After the run-up, where we first had to burn some build up off some spark plugs as a magneto was firing roughly when tested, but it cleaned up ok, we crossed Runway 27R for 27L and did an intersection takeoff from Hotel and headed out to the Northwest.

The takeoff was a short field crosswind takeoff and that was the first time I did one of those in an Archer - no problem at all except for quite a bit of chop and some wind shear that kept trying to jerk the plane around as the wind kept getting under the left wing and trying to lift it.

Then on our way over, Ray pointed out several landmarks and I was finally able to pick out Linden's airstrip which is a little hard to pick out of the background.

Once at Linden, we did all the radio calls and headed in, being careful to stay at 1,800 feet as Flint's Class C outer shelf is right above Linden.

We then did short field and soft field takeoffs and pretty much regular landings and one short field landing as there was a pretty decent crosswind blowing.

Overall not bad, but the flow in an Archer will still take some getting used to, and the soft field takeoffs feel really weird.
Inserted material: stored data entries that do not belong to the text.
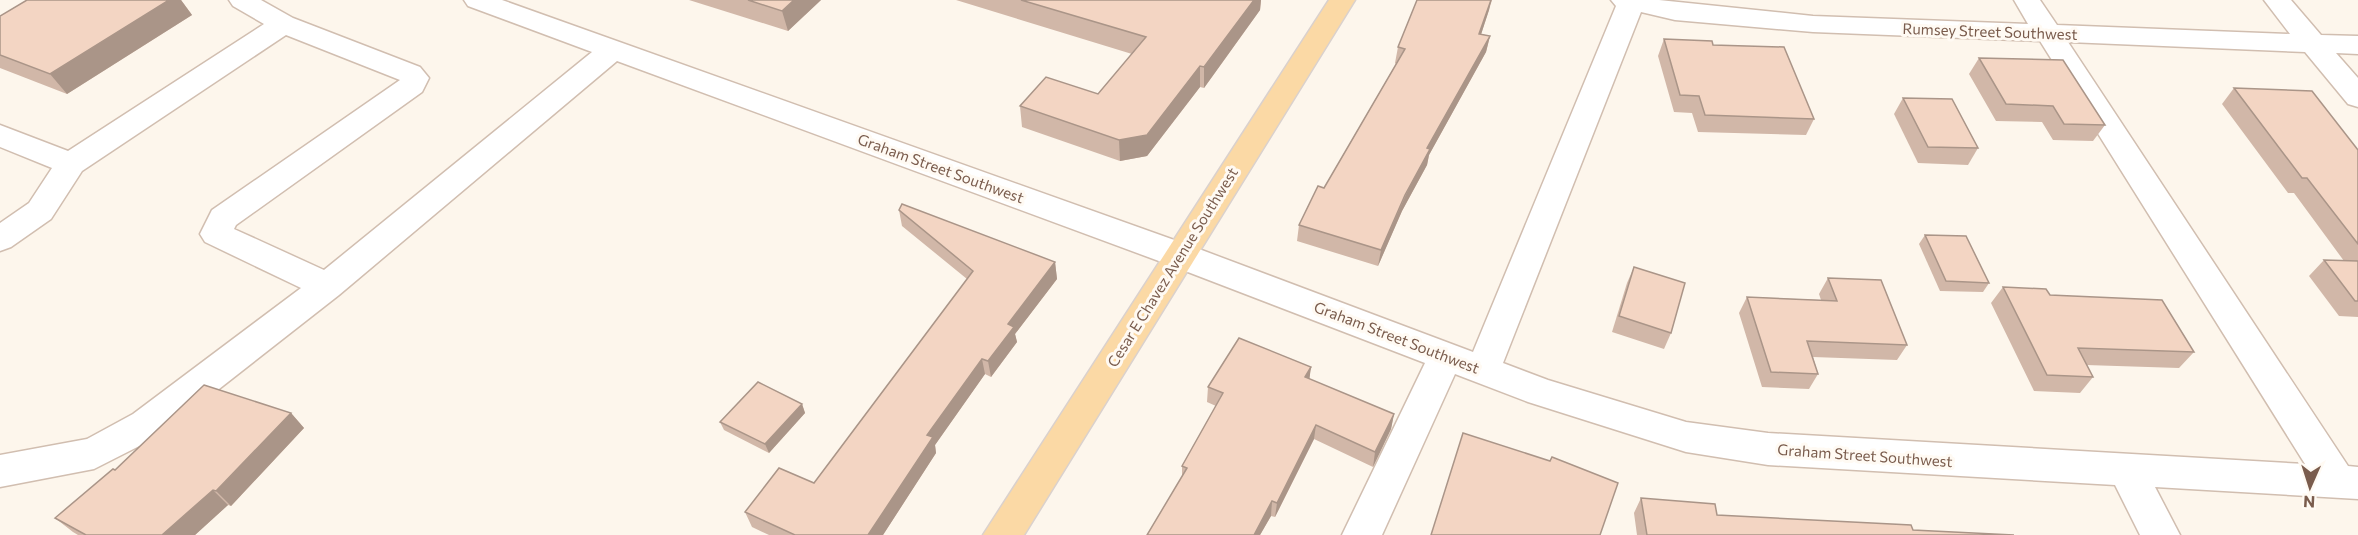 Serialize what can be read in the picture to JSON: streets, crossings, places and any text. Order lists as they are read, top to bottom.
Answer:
{
  "streets": {
    "main road": ["Cesar E Chavez Avenue Southwest"],
    "street": ["Rumsey Street Southwest", "Graham Street Southwest"]
  },
  "crossings": [
    ["Graham Street Southwest", "Cesar E Chavez Avenue Southwest"]
  ],
  "north": "bottom"
} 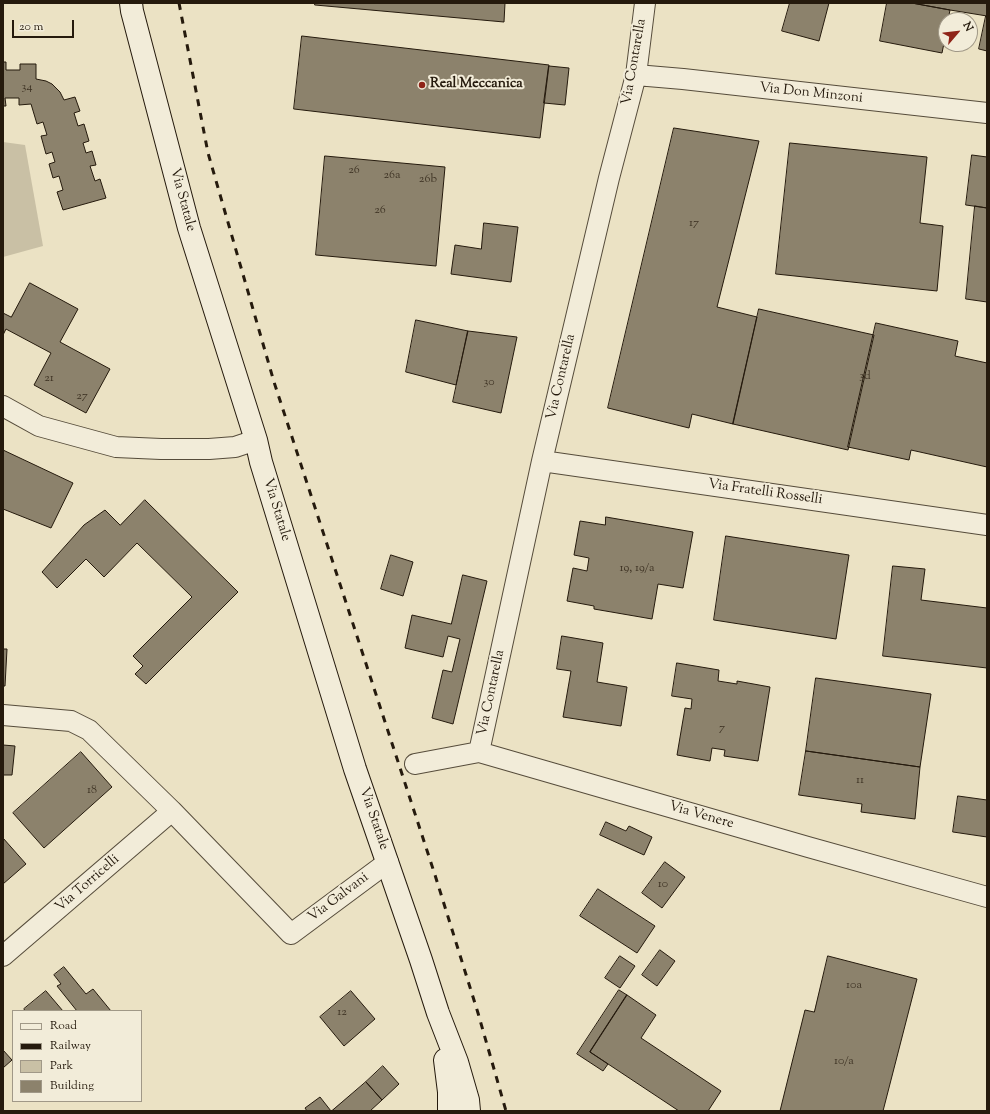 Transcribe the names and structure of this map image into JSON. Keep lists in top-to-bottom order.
{
  "streets": {
    "main road": ["Via Statale"],
    "street": [
      "Via Contarella",
      "Via Don Minzoni",
      "Via Fratelli Rosselli",
      "Via Venere",
      "Via Torricelli",
      "Via Galvani"
    ]
  },
  "crossings": [
    ["Via Contarella", "Via Don Minzoni"],
    ["Via Contarella", "Via Fratelli Rosselli"],
    ["Via Contarella", "Via Venere"],
    ["Via Statale", "Via Galvani"],
    ["Via Torricelli", "Via Galvani"]
  ],
  "places": ["Real Meccanica"],
  "house_numbers": [
    "34",
    "26",
    "26a",
    "26b",
    "26",
    "17",
    "3d",
    "21",
    "30",
    "27",
    "19, 19/a",
    "7",
    "11",
    "18",
    "10",
    "10a",
    "12",
    "10/a"
  ],
  "legend": [
    "Road",
    "Railway",
    "Park",
    "Building"
  ],
  "scale_bar": "20 m",
  "north": "top right"
} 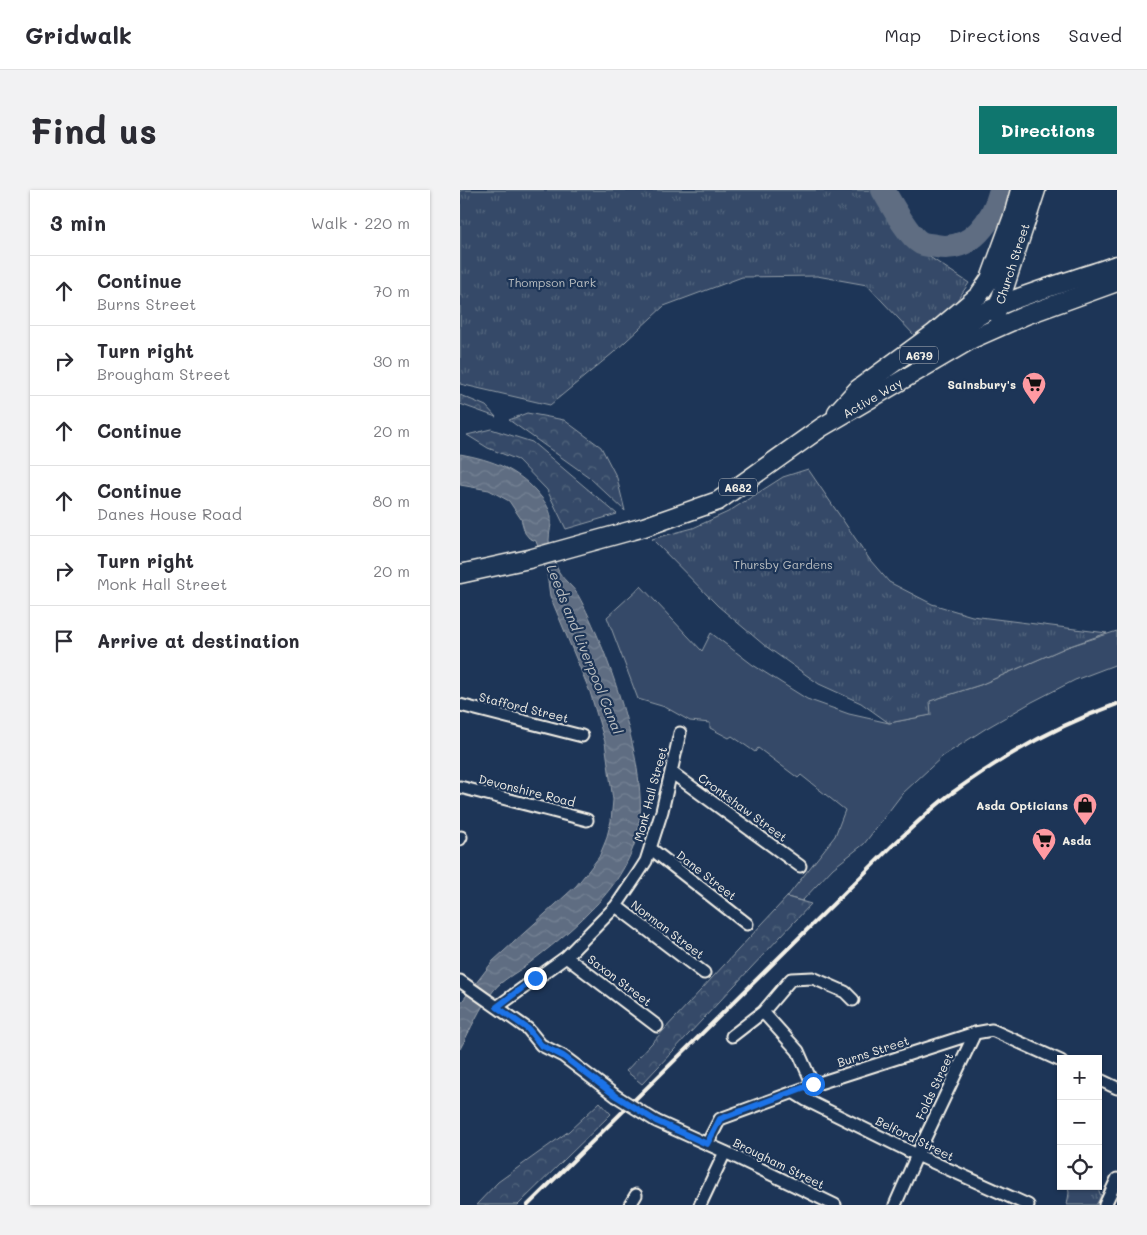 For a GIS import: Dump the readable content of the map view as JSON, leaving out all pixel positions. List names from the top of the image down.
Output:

On the soft field takeoff, you start with 25 degrees of flaps and the yoke full back and the plane basically takes off itself and immediately triggers a stall warning. You then have to push forward a bit, but not too much, on the yoke to get the nose down, but even slightly too much and you're landing again. Then you have to let the speed build and it then eventually flies itself off the runway, a very different feel from the 172 where you're using lots of forward pressure on the Yoke to keep the nose down. This is going to take more practice to perfect.

Then, we dead reckoned our way back and that was that. Dead reckoning by myself will take some practice.

I'm tending to do a side-slip too early on final for DCT's tastes as they want me to have it crabbed longer and kick it over to a side-slip just at touchdown instead of short final when I've been typically doing it, so I'll adapt to that technique. Then back to Pontiac for a downwind entry to 27R, and a good landing and done.

4 landings and 1.4.


Old NFO said...

Yep, being able to recognize a field IS a good thing!!! You can also use Google Earth to get a 'feel' for strange strips you might need to use. :-)

Aaron said...

Old NFO: That it is and I like to use Google Earth for that. Linden tends to be a little harder to find than most due to some lakes and such that tend to throw you off a bit. The trees right on the approach also kinda suck.

Harry Flashman said...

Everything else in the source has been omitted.